(Extracted data entries)
──────────────────────────────
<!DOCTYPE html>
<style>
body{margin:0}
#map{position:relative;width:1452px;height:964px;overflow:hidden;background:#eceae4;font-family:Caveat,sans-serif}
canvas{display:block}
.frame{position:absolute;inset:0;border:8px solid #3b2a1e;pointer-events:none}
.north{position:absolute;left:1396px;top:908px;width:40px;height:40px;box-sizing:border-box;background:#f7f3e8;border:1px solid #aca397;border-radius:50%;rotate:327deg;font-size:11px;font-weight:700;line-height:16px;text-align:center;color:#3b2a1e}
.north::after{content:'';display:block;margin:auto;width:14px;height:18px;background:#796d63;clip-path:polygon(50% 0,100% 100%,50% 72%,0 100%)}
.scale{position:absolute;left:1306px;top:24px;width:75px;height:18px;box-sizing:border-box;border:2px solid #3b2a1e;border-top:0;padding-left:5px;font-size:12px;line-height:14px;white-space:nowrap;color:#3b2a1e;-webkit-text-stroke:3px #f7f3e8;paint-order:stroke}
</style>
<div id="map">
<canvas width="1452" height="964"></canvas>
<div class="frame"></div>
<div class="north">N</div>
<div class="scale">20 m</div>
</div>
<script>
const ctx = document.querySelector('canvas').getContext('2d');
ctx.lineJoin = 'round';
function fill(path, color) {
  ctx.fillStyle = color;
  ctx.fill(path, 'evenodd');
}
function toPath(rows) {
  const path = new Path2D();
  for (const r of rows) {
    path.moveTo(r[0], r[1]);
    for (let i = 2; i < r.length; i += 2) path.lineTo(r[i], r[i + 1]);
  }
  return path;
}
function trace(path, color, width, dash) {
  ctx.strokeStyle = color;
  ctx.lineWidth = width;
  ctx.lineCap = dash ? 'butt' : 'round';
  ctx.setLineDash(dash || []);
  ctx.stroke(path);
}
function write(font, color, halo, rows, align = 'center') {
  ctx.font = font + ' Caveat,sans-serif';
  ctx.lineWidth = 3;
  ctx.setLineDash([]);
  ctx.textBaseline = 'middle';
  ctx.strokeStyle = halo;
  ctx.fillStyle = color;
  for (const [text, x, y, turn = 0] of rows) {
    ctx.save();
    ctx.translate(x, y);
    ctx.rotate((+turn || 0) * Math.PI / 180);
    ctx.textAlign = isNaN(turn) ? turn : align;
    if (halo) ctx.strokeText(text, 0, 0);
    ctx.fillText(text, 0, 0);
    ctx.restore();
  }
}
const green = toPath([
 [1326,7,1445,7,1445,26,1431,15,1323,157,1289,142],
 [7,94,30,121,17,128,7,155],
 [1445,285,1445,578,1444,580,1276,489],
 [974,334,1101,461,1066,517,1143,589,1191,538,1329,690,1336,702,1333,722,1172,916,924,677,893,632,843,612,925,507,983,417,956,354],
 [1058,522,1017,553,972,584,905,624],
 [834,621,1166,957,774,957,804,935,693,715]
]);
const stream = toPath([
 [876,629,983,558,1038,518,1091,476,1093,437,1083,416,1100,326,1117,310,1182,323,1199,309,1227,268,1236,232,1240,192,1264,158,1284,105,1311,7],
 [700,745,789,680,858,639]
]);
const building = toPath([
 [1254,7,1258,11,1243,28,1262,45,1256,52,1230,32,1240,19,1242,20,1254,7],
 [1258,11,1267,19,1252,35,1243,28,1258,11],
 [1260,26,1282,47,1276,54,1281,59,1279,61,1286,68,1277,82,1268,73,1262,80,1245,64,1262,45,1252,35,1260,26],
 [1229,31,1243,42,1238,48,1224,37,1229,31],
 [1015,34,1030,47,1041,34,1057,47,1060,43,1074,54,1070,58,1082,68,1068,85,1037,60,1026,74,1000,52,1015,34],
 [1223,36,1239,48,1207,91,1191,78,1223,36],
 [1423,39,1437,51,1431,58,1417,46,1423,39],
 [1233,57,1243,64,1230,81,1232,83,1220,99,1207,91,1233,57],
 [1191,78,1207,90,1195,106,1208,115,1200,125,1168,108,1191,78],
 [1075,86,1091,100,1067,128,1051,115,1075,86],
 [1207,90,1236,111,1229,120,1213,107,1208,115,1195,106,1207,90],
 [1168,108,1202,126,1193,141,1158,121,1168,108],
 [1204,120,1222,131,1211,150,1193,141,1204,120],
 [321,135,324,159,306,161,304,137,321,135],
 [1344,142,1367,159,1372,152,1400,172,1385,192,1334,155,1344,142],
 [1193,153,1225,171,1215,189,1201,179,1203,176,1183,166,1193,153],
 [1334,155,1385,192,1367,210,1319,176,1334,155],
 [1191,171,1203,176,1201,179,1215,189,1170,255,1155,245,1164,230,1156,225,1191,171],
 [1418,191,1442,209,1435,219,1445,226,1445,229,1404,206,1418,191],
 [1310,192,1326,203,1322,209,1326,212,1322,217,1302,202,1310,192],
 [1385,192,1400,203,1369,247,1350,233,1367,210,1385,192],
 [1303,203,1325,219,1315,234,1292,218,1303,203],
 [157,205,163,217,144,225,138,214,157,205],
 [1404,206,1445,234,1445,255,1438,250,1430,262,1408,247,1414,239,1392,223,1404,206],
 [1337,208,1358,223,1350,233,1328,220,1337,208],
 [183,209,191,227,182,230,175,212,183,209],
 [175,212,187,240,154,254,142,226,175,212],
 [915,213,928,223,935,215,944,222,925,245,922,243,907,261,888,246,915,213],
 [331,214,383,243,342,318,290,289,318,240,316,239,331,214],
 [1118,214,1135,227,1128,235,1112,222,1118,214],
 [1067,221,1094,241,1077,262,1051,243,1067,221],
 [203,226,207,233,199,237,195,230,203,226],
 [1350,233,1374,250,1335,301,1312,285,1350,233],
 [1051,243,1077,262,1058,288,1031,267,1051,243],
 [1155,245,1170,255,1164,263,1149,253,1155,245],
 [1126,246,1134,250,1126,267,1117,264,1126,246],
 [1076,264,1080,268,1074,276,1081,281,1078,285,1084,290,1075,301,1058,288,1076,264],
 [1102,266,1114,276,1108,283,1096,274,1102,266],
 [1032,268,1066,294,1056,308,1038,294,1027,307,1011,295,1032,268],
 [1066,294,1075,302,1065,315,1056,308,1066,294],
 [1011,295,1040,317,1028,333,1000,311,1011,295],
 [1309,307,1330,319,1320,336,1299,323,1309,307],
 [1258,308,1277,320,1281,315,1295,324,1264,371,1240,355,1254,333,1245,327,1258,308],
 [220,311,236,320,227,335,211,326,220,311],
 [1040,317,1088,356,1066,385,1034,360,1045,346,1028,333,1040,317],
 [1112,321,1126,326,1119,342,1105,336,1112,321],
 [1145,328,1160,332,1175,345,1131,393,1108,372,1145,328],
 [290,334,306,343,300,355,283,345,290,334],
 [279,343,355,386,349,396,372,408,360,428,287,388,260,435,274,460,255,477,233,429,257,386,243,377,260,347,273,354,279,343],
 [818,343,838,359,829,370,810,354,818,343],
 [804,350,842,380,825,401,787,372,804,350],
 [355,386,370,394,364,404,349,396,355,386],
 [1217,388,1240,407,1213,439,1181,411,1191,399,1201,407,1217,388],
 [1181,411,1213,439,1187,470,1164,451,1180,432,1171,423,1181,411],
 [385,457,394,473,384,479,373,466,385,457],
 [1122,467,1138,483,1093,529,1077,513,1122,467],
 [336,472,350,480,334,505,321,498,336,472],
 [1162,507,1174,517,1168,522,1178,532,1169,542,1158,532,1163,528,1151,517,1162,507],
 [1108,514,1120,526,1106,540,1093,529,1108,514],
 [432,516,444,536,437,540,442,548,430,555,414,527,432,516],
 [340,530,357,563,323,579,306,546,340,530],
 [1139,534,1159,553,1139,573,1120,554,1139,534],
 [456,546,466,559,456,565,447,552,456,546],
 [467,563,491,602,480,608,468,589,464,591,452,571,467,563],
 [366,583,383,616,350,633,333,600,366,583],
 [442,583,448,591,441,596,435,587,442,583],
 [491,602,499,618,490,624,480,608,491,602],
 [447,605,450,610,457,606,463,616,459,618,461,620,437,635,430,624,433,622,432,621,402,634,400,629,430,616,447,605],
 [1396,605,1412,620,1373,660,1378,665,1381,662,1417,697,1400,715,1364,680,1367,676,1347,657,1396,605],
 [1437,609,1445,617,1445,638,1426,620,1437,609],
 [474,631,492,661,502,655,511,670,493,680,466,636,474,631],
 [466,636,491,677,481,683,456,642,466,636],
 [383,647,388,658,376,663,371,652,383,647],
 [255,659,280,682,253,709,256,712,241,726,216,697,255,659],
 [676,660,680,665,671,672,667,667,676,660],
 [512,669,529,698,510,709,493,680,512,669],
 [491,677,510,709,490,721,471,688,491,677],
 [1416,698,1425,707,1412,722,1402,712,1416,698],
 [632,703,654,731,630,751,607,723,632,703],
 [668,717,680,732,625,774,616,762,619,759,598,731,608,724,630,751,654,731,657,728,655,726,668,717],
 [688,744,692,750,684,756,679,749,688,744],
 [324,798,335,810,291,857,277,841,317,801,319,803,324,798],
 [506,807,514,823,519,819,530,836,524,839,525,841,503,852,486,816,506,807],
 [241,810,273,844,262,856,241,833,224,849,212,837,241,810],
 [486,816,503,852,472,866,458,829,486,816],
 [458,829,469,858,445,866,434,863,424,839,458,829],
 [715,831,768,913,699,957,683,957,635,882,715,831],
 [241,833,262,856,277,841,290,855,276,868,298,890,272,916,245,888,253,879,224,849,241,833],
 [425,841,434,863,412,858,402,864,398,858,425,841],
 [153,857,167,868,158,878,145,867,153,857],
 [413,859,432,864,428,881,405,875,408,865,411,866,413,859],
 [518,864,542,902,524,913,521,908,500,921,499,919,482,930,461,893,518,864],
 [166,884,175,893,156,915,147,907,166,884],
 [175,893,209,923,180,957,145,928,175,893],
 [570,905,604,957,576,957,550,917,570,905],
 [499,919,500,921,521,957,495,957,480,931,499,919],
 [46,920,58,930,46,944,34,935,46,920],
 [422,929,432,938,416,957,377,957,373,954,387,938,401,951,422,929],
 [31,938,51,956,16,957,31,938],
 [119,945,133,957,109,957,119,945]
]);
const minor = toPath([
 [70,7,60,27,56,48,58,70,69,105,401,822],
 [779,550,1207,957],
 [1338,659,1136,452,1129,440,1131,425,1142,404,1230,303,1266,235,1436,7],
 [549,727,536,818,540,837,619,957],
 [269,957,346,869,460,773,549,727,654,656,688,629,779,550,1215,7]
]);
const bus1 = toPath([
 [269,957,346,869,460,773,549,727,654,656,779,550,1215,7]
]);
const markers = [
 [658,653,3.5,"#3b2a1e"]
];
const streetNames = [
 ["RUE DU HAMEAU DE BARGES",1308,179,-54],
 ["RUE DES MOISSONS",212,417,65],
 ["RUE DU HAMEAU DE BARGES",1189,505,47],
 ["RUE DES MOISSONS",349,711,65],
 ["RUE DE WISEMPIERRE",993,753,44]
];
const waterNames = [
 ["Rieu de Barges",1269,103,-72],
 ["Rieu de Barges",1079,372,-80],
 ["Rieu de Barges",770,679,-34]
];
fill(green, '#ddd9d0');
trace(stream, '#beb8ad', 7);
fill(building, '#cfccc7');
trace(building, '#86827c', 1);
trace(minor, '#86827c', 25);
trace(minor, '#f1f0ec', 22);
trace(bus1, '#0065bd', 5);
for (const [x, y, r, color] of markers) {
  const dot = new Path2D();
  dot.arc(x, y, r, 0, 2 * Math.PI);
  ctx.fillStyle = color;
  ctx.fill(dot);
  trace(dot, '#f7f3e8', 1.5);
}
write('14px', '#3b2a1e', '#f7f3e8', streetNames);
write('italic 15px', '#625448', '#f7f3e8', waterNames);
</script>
──────────────────────────────
Out of the data above, give again only the lines starting at the one holding "if (halo) ctx.strokeText(text, 0, 0);" and ending at the one holding "[700,745,789,680,858,639]", unchanged.

    if (halo) ctx.strokeText(text, 0, 0);
    ctx.fillText(text, 0, 0);
    ctx.restore();
  }
}
const green = toPath([
 [1326,7,1445,7,1445,26,1431,15,1323,157,1289,142],
 [7,94,30,121,17,128,7,155],
 [1445,285,1445,578,1444,580,1276,489],
 [974,334,1101,461,1066,517,1143,589,1191,538,1329,690,1336,702,1333,722,1172,916,924,677,893,632,843,612,925,507,983,417,956,354],
 [1058,522,1017,553,972,584,905,624],
 [834,621,1166,957,774,957,804,935,693,715]
]);
const stream = toPath([
 [876,629,983,558,1038,518,1091,476,1093,437,1083,416,1100,326,1117,310,1182,323,1199,309,1227,268,1236,232,1240,192,1264,158,1284,105,1311,7],
 [700,745,789,680,858,639]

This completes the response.